The MahaRERA circular references the RERA law, specifically section 3(2)(a), which outlines the types of projects mandated to obtain RERA registration. According to this legislation, for a real estate project to be eligible for registration in Maharashtra, it must have a land area that exceeds 500 square metres and include at least nine apartments. This stipulation is aimed at ensuring that only significant projects, which can impact the market and consumer interests more broadly, are subject to the regulatory framework established by RERA.

Furthermore, the circular makes it clear that projects proposing a land area of 500 square metres or less are exempt from requiring MahaRERA project registration. This exemption applies irrespective of the number of apartments or units proposed for development, whether that number is fewer or more than eight across all phases. This clarification alleviates smaller developers from the burdensome regulatory requirements associated with RERA, potentially encouraging more local developers to enter the market without the complexities of compliance that larger projects entail.
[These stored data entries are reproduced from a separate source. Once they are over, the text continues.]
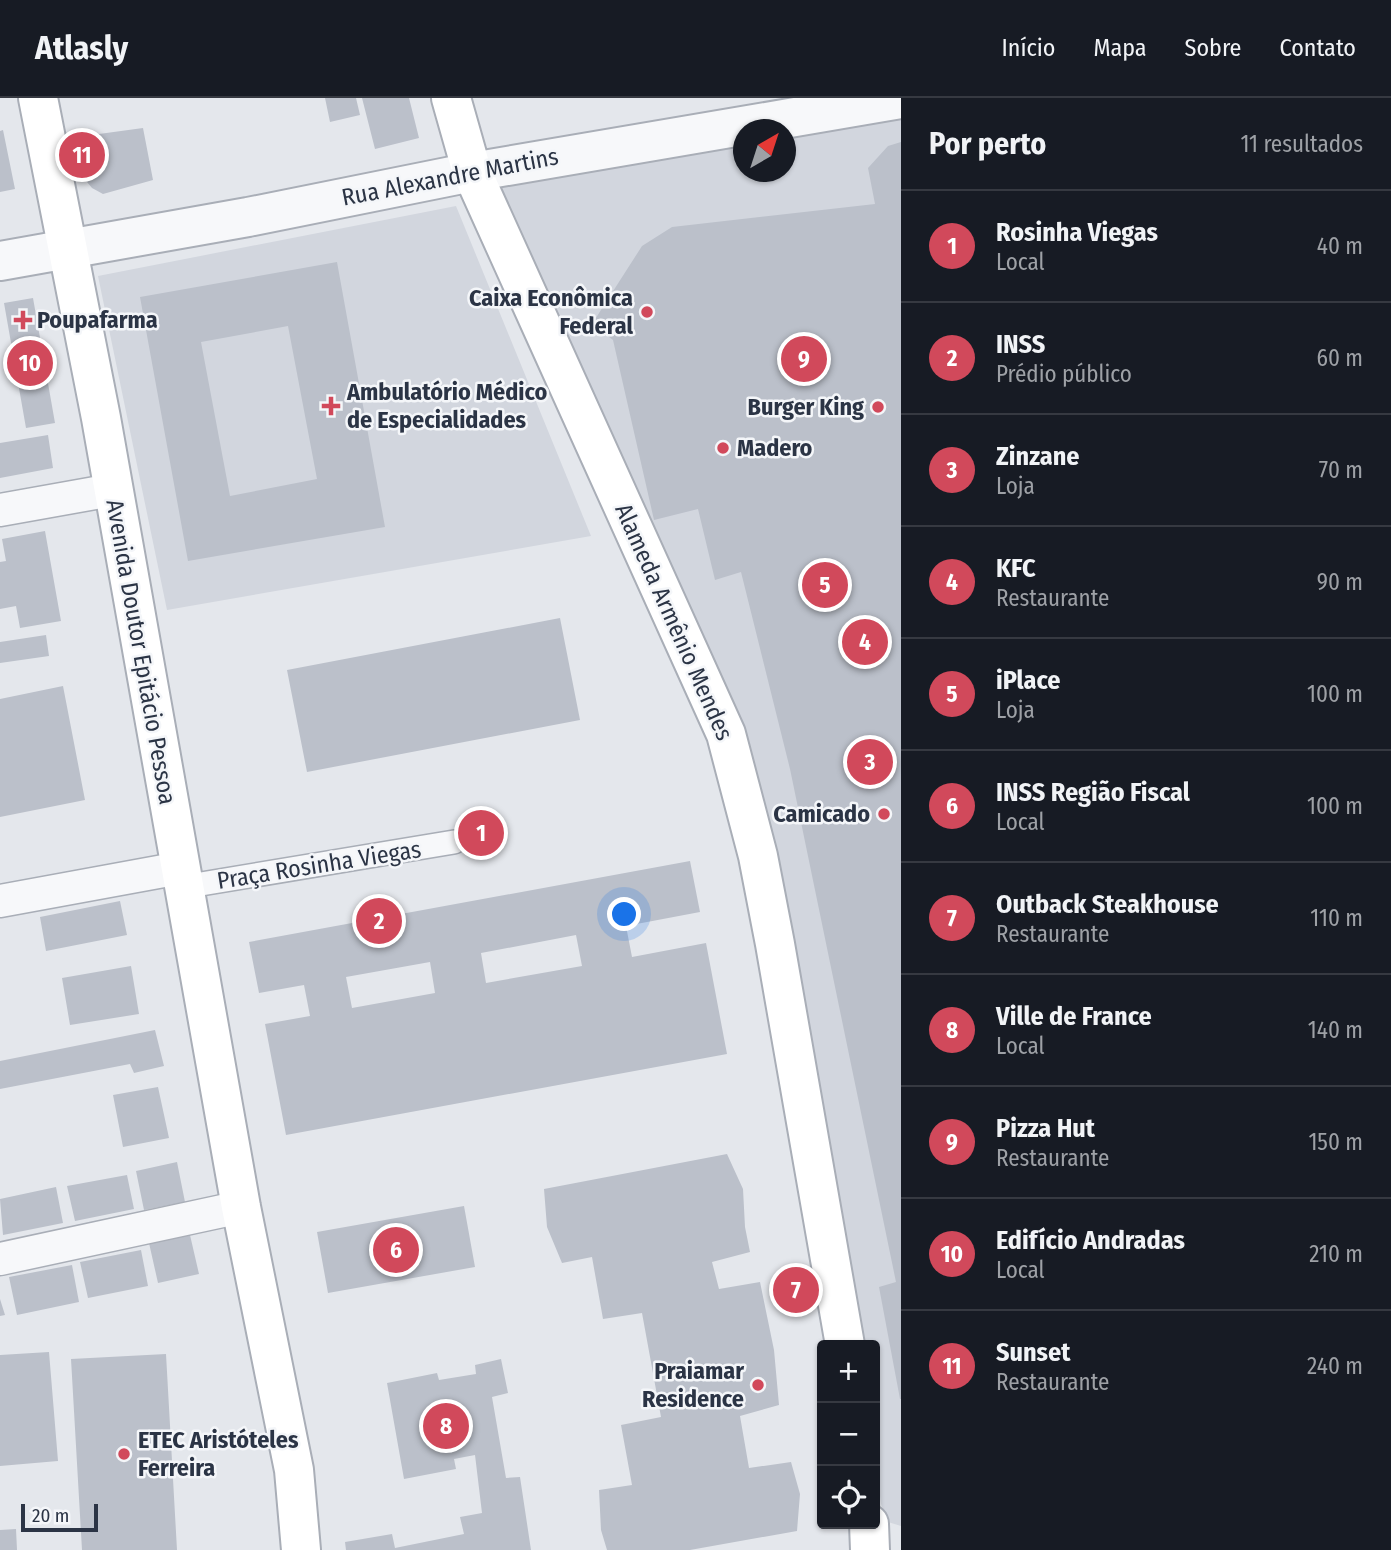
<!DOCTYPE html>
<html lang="pt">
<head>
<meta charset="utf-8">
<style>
  :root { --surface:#171b24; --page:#20242c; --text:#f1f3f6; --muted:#9ea1a6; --line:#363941; --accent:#d1495b }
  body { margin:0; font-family:"Fira Sans Condensed",sans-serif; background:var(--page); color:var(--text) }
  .controls { position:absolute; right:21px; bottom:21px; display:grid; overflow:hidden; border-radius:7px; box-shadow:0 2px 5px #0004 }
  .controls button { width:63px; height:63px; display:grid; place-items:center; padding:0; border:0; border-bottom:2px solid var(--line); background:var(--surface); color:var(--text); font:35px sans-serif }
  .compass { position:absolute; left:733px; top:21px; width:63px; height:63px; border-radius:50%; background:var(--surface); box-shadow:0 2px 5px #0004; rotate:39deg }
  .scale { position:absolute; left:21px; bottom:18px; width:77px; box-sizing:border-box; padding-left:7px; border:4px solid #2b3445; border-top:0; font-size:19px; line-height:24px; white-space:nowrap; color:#2b3445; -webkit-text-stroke:5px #f4f6f9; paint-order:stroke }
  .you { position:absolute; left:625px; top:817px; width:24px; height:24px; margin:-18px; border:5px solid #fff; border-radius:50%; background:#1a73e8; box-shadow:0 0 0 10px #1a73e833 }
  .badge { display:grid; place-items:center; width:46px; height:46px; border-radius:50%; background:var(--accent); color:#fff; font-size:23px; font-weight:700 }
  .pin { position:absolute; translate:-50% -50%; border:4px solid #fff; box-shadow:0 2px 7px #0006 }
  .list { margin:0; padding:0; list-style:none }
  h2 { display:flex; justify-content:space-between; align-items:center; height:91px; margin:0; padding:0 28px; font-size:30px }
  h2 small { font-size:23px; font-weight:400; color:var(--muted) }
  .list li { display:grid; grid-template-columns:46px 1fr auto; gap:21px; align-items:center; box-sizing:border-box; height:112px; padding:0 28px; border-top:2px solid var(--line) }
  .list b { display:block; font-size:26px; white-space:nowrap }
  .list p { margin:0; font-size:23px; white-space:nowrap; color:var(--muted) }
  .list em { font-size:23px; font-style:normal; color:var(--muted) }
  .icon { flex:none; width:38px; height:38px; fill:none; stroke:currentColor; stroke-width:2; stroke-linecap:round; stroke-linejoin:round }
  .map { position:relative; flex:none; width:901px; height:1452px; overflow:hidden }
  header { display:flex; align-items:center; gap:42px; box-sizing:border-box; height:98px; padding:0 35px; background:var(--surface); border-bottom:2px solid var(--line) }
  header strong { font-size:33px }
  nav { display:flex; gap:38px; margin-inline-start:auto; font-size:24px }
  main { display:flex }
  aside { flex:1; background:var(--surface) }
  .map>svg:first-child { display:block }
  .built { fill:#d2d6de; fill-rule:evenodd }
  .building { fill:#bbc0ca; fill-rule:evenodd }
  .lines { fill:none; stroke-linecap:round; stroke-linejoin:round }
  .pedestrian-casing { stroke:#a9aeb7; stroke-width:26 }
  .minor-casing { stroke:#a9aeb7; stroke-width:35 }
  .tertiary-casing { stroke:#a9aeb7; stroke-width:42 }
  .secondary-casing { stroke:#a9aeb7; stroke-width:42 }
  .pedestrian { stroke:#f7f8fa; stroke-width:23 }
  .minor { stroke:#f7f8fa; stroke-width:32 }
  .tertiary { stroke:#f7f8fa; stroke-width:38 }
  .secondary { stroke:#fff; stroke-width:38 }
  .poi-dot { fill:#d1495b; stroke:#f4f6f9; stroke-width:2.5 }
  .labels { text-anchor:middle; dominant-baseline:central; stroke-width:5; stroke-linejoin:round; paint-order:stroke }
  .street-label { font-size:24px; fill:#2b3445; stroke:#f4f6f9 }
  .poi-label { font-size:24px; font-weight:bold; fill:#2b3445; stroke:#f4f6f9; text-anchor:end }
</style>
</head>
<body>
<header>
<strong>Atlasly</strong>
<nav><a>Início</a><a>Mapa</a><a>Sobre</a><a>Contato</a></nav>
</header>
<main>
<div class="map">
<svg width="901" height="1452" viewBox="0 0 901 1452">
  <rect width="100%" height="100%" fill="#e4e7ec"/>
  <path class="built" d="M901,4v1424l-13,-4 -7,-18 -6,-47v-112h-16l-21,-131 -45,-235 -61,-261 -11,-31 -227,-497 7,-10 15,-7 63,-16 89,-17zM744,32h42v42h-42z
    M456,108l135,330 -424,74 -69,-334z"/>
  <path class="building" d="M325,0h31l4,17 -30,7z
    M362,0h47l10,40 -44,11z
    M143,30l10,52 -50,14 -11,-6 -10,-12 -5,-39z
    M3,32l12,59 -15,3v-61z
    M901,44v1257h-1l-21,-112 17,-5 -106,-513 -49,-197 -26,8 -17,-71 -44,11 -41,-180 -21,-16 50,-78 30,-19 203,-23 -7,-36 20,-22z
    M337,164l48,265 -197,34 -48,-264zM288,228l29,153 -87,17 -29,-154z
    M33,200l22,125 -29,5 -22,-125z
    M48,337l5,33 -53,10v-35z
    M45,433l16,90 -41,7 -4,-22 -16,3v-47l6,-1 -4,-22z
    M560,520l20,102 -273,52 -20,-102z
    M46,537l3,21 -49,7v-21z
    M63,588l22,114 -85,17v-118z
    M690,763l10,51 -74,14 6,31 74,-14 21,111 -441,81 -21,-111 45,-8 -6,-31 -45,8 -10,-51zM576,837l6,31 -96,17 -5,-30zM430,864l5,31 -83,15 -6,-31z
    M120,803l7,34 -81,16 -6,-34z
    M131,868l8,48 -69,11 -8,-47z
    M155,932l9,36 -30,7 -4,-9 -130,25v-28z
    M158,989l11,51 -46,9 -10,-52z
    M727,1056l16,35 2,38 5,25 -38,10 7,27 41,-7 14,68 5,55 -39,11 9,52 42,-6 9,32 -3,37 -107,19h-83l-6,-20 -2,-40 33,-5 -11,-60 40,-8 -19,-104 -39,6 -11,-62 -30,6 -15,-36 -3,-38z
    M177,1064l8,40 -41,8 -8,-39z
    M127,1077l7,34 -59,12 -8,-35z
    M56,1089l7,36 -60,12 -3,-36z
    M464,1108l11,61 -147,26 -11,-61z
    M190,1137l9,39 -41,9 -9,-40z
    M141,1152l7,36 -60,12 -8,-36z
    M72,1167l7,37 -62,13 -8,-38z
    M0,1201l5,16 -5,1z
    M49,1254l9,109 -58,5v-111z
    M166,1256l11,196h-95l-11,-191z
    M501,1261l7,34 -16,4 14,81 14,-1 11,73h-185l-1,-8 47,-8 3,14 69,-14 -4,-17 22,-4 -7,-58 -21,4 2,10 -52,10 -17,-96 50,-10 2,7 37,-6 -1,-9z
    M16,1431l1,21h-17v-20z"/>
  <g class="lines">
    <g class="pedestrian-casing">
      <path id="pedestrian" d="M183,789l271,-45"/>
    </g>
    <g class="minor-casing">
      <path id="minor" d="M0,412l112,-20
        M0,803l180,-33
        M0,1161l241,-52"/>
    </g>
    <g class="tertiary-casing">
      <path id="tertiary" d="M0,163l248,-44 224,-45 429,-73"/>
    </g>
    <g class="secondary-casing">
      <path id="secondary" d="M38,0l63,320 140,789 53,263 7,80
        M451,0l21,74 254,562 32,122 17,88 70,401
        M869,1426l1,26"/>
    </g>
    <use href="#pedestrian" class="pedestrian"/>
    <use href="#minor" class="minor"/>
    <use href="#tertiary" class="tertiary"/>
    <use href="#secondary" class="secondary"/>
  </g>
  <g class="poi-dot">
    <circle cx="647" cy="214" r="7"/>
    <path d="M19.5 211.5h7v7h7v7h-7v7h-7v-7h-7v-7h7z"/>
    <path d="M327.5 297.5h7v7h7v7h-7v7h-7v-7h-7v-7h7z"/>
    <circle cx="878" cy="309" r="7"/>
    <circle cx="723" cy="350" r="7"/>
    <circle cx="884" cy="716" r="7"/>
    <circle cx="758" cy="1287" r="7"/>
    <circle cx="124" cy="1356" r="7"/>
  </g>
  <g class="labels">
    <g class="street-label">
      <text transform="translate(450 79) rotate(-11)">Rua Alexandre Martins</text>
      <text transform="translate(674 524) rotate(66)">Alameda Armênio Mendes</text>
      <text transform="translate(141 554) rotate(80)">Avenida Doutor Epitácio Pessoa</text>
      <text transform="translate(319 767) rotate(-9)">Praça Rosinha Viegas</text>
    </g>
    <g class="poi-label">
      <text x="633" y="200">Caixa Econômica<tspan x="633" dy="28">Federal</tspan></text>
      <text x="37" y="222" text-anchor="start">Poupafarma</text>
      <text x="347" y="294" text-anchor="start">Ambulatório Médico<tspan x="347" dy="28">de Especialidades</tspan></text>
      <text x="864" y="309">Burger King</text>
      <text x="737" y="350" text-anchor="start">Madero</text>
      <text x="870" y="716">Camicado</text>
      <text x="744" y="1273">Praiamar<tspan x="744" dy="28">Residence</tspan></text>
      <text x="138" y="1342" text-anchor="start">ETEC Aristóteles<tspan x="138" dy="28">Ferreira</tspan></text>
    </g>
  </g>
</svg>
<div class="controls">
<button>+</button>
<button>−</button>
<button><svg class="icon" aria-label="locate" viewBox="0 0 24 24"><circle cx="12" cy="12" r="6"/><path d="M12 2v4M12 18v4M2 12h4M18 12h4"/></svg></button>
</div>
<svg class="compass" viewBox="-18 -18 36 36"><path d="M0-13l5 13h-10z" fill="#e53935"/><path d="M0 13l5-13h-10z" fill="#9ea1a6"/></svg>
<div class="scale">20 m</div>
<div class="you"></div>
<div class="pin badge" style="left:481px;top:735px">1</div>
<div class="pin badge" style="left:379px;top:823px">2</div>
<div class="pin badge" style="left:870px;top:664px">3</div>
<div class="pin badge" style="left:865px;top:544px">4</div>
<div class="pin badge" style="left:825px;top:487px">5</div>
<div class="pin badge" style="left:396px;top:1152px">6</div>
<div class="pin badge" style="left:796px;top:1192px">7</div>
<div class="pin badge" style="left:446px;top:1328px">8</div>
<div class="pin badge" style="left:804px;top:261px">9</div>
<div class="pin badge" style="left:30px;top:265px">10</div>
<div class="pin badge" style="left:82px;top:57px">11</div>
</div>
<aside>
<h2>Por perto<small>11 resultados</small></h2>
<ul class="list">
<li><span class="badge">1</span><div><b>Rosinha Viegas</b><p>Local</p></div><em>40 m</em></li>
<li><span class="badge">2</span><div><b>INSS</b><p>Prédio público</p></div><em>60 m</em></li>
<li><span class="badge">3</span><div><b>Zinzane</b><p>Loja</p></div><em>70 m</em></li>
<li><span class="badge">4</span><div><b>KFC</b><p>Restaurante</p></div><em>90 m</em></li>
<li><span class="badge">5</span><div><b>iPlace</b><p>Loja</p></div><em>100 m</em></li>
<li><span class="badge">6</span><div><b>INSS Região Fiscal</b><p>Local</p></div><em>100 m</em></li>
<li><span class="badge">7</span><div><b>Outback Steakhouse</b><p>Restaurante</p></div><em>110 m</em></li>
<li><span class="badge">8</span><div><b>Ville de France</b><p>Local</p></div><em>140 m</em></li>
<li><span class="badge">9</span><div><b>Pizza Hut</b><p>Restaurante</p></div><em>150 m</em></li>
<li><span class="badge">10</span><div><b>Edifício Andradas</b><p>Local</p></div><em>210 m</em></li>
<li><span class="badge">11</span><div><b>Sunset</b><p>Restaurante</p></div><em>240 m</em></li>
</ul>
</aside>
</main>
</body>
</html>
In addition, the circular states that projects proposing to develop eight or fewer apartments or units, including all phases, will similarly be exempt from MahaRERA project registration. This means that smaller residential developments can proceed without the regulatory scrutiny that larger developments face, fostering a more accessible environment for developers focusing on smaller projects.

The overarching implication of these clarifications is that a real estate project must meet both criteria-specifically regarding land area and the number of apartments-to qualify for RERA registration. This dual condition is critical, as it ensures that projects which could have a more substantial impact on the housing market and consumer protection are held to higher standards of oversight.

The recent MahaRERA circular represents a pivotal moment in the real estate landscape of Maharashtra. By clarifying the conditions for RERA registration, it not only enhances regulatory transparency but also balances the need for consumer protection with the operational realities of smaller developers. This initiative is expected to foster a healthier and more competitive real estate market, ultimately benefiting consumers and developers alike.